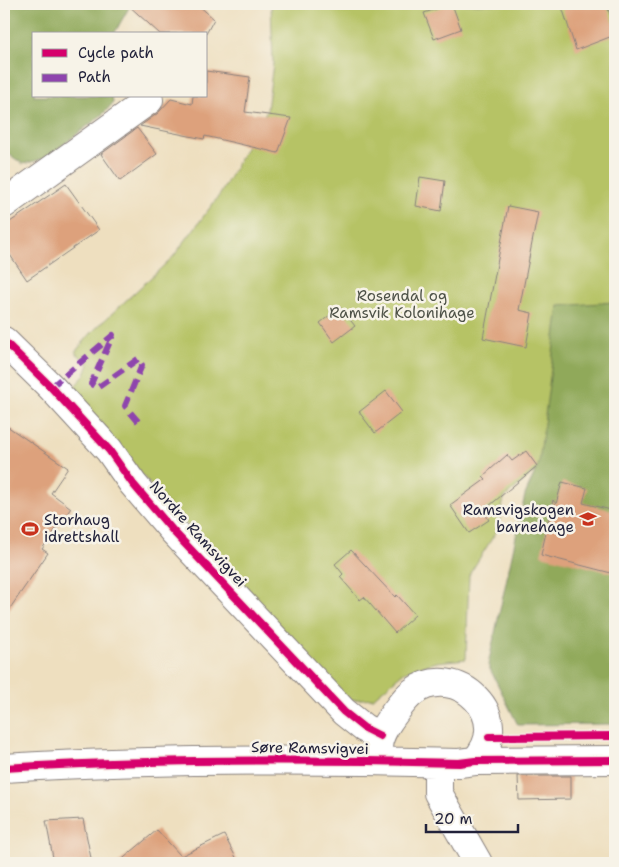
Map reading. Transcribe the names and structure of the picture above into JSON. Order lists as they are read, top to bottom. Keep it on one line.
{"streets":{"street":["Nordre Ramsvigvei","Søre Ramsvigvei"]},"crossings":[["Nordre Ramsvigvei","Søre Ramsvigvei"]],"parks":["Rosendal og Ramsvik Kolonihage"],"places":{"school or university":["Ramsvigskogen barnehage"],"sports":["Storhaug idrettshall"]},"legend":["Cycle path","Path"],"scale_bar":"20 m"}
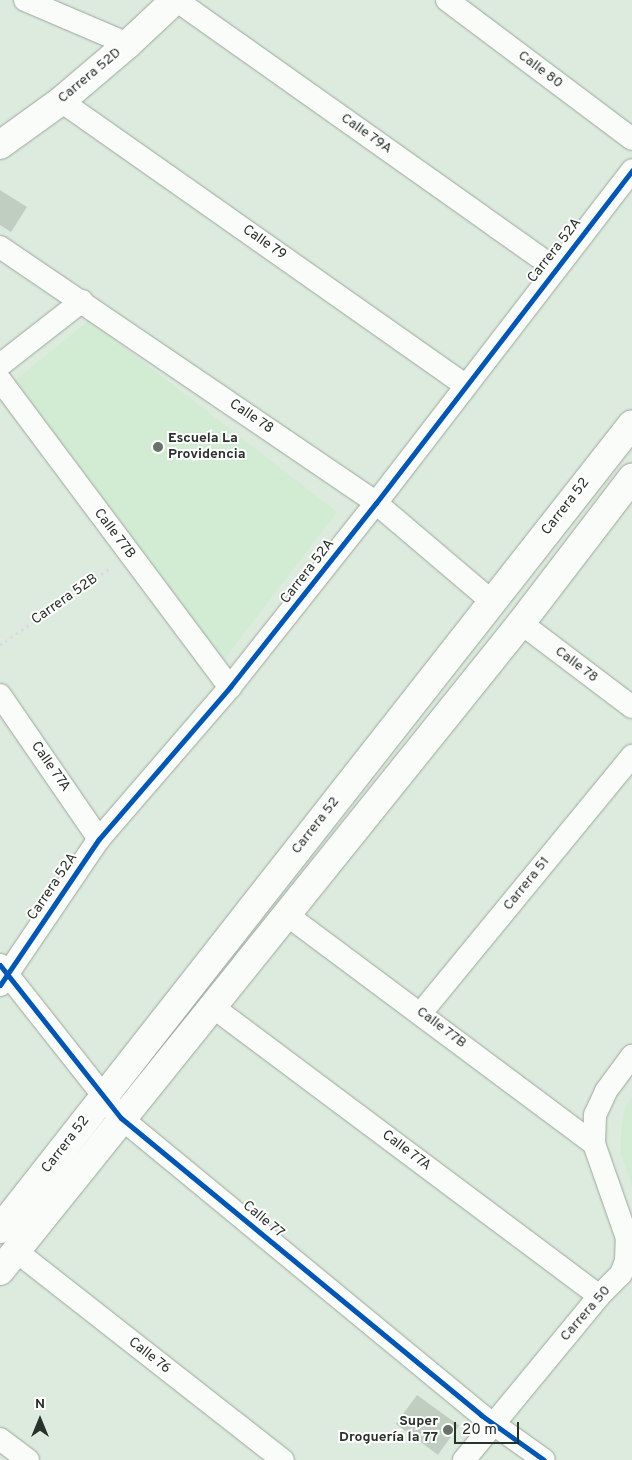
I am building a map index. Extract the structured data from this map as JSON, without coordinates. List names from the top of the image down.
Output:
{
  "streets": {
    "main road": ["Carrera 52D", "Carrera 52"],
    "street": [
      "Calle 80",
      "Calle 79A",
      "Calle 79",
      "Carrera 52A",
      "Calle 78",
      "Calle 77B",
      "Calle 77A",
      "Carrera 51",
      "Calle 77",
      "Carrera 50",
      "Calle 76"
    ],
    "path": ["Carrera 52B"]
  },
  "crossings": [
    ["Carrera 52D", "Calle 79A"],
    ["Carrera 52D", "Calle 79"],
    ["Calle 79A", "Carrera 52A"],
    ["Calle 79", "Carrera 52A"],
    ["Carrera 52A", "Calle 78"],
    ["Carrera 52A", "Calle 77B"],
    ["Carrera 52A", "Calle 77A"],
    ["Carrera 52A", "Calle 77"],
    ["Calle 78", "Carrera 52"],
    ["Carrera 52", "Calle 77B"],
    ["Carrera 52", "Calle 77A"],
    ["Carrera 52", "Calle 77"],
    ["Carrera 52", "Calle 76"],
    ["Calle 77B", "Carrera 52B"],
    ["Calle 77B", "Carrera 51"],
    ["Calle 77B", "Carrera 50"],
    ["Calle 77A", "Carrera 50"],
    ["Calle 77", "Carrera 50"]
  ],
  "places": ["Escuela La Providencia", "Super Droguería la 77"],
  "scale_bar": "20 m",
  "north": "top"
}
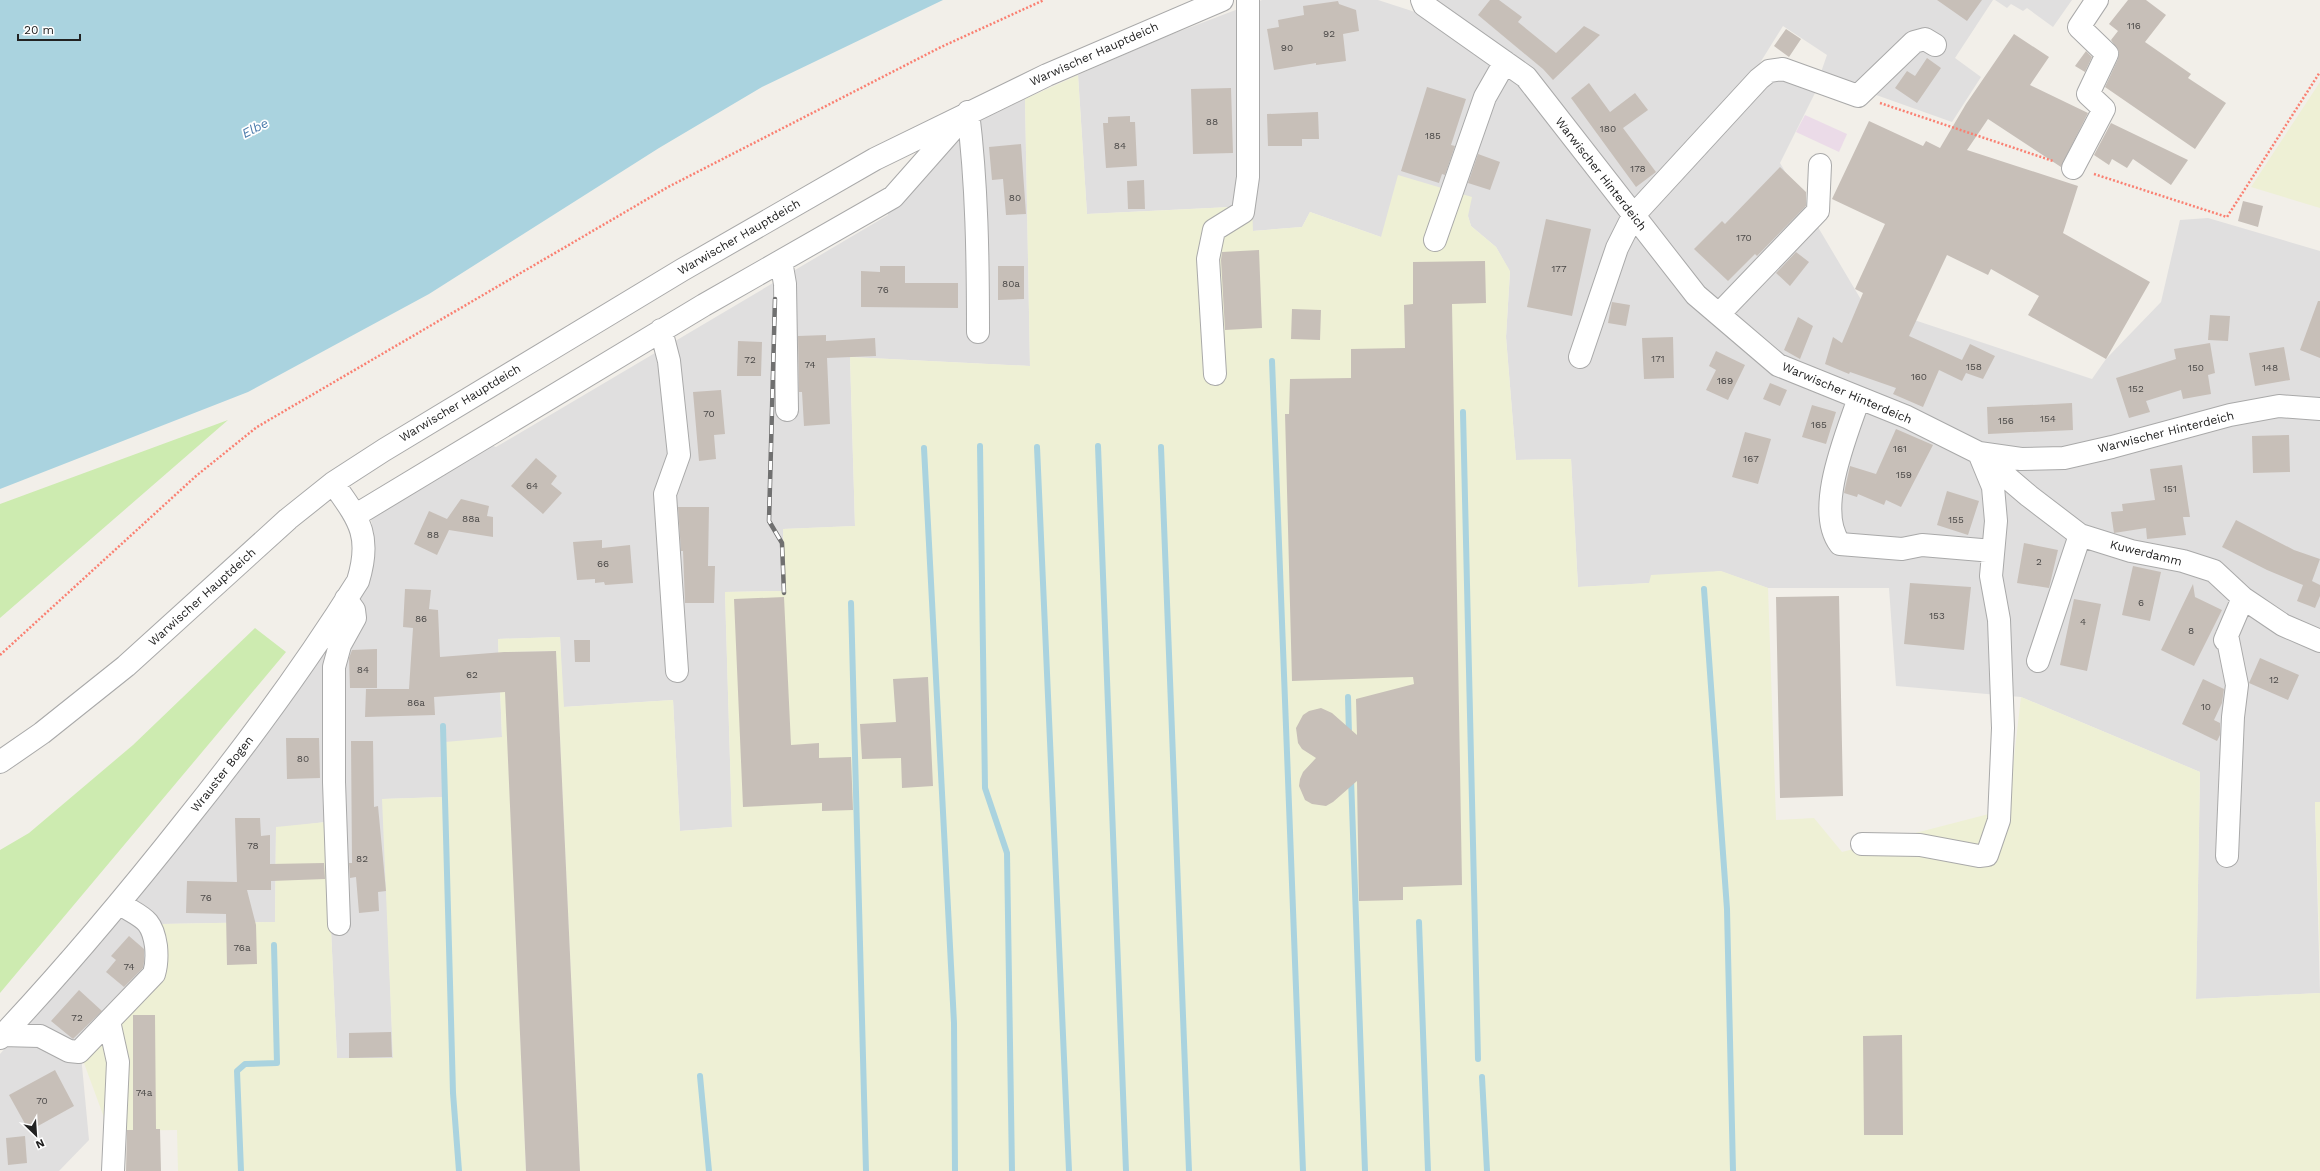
-=-=-
- **ABOUT THIS EXERCISE**: Set down each of the records precisely, leaving any pictures behind.

- **RESULT FOR THIS EXERCISE**:
Map reading. Transcribe the names and structure of the picture above into JSON. Order lists as they are read, top to bottom. Keep it on one line.
{"streets":{"street":["Nordre Ramsvigvei","Søre Ramsvigvei"]},"crossings":[["Nordre Ramsvigvei","Søre Ramsvigvei"]],"parks":["Rosendal og Ramsvik Kolonihage"],"places":{"school or university":["Ramsvigskogen barnehage"],"sports":["Storhaug idrettshall"]},"legend":["Cycle path","Path"],"scale_bar":"20 m"}
I am building a map index. Extract the structured data from this map as JSON, without coordinates. List names from the top of the image down.
Output:
{
  "streets": {
    "main road": ["Carrera 52D", "Carrera 52"],
    "street": [
      "Calle 80",
      "Calle 79A",
      "Calle 79",
      "Carrera 52A",
      "Calle 78",
      "Calle 77B",
      "Calle 77A",
      "Carrera 51",
      "Calle 77",
      "Carrera 50",
      "Calle 76"
    ],
    "path": ["Carrera 52B"]
  },
  "crossings": [
    ["Carrera 52D", "Calle 79A"],
    ["Carrera 52D", "Calle 79"],
    ["Calle 79A", "Carrera 52A"],
    ["Calle 79", "Carrera 52A"],
    ["Carrera 52A", "Calle 78"],
    ["Carrera 52A", "Calle 77B"],
    ["Carrera 52A", "Calle 77A"],
    ["Carrera 52A", "Calle 77"],
    ["Calle 78", "Carrera 52"],
    ["Carrera 52", "Calle 77B"],
    ["Carrera 52", "Calle 77A"],
    ["Carrera 52", "Calle 77"],
    ["Carrera 52", "Calle 76"],
    ["Calle 77B", "Carrera 52B"],
    ["Calle 77B", "Carrera 51"],
    ["Calle 77B", "Carrera 50"],
    ["Calle 77A", "Carrera 50"],
    ["Calle 77", "Carrera 50"]
  ],
  "places": ["Escuela La Providencia", "Super Droguería la 77"],
  "scale_bar": "20 m",
  "north": "top"
}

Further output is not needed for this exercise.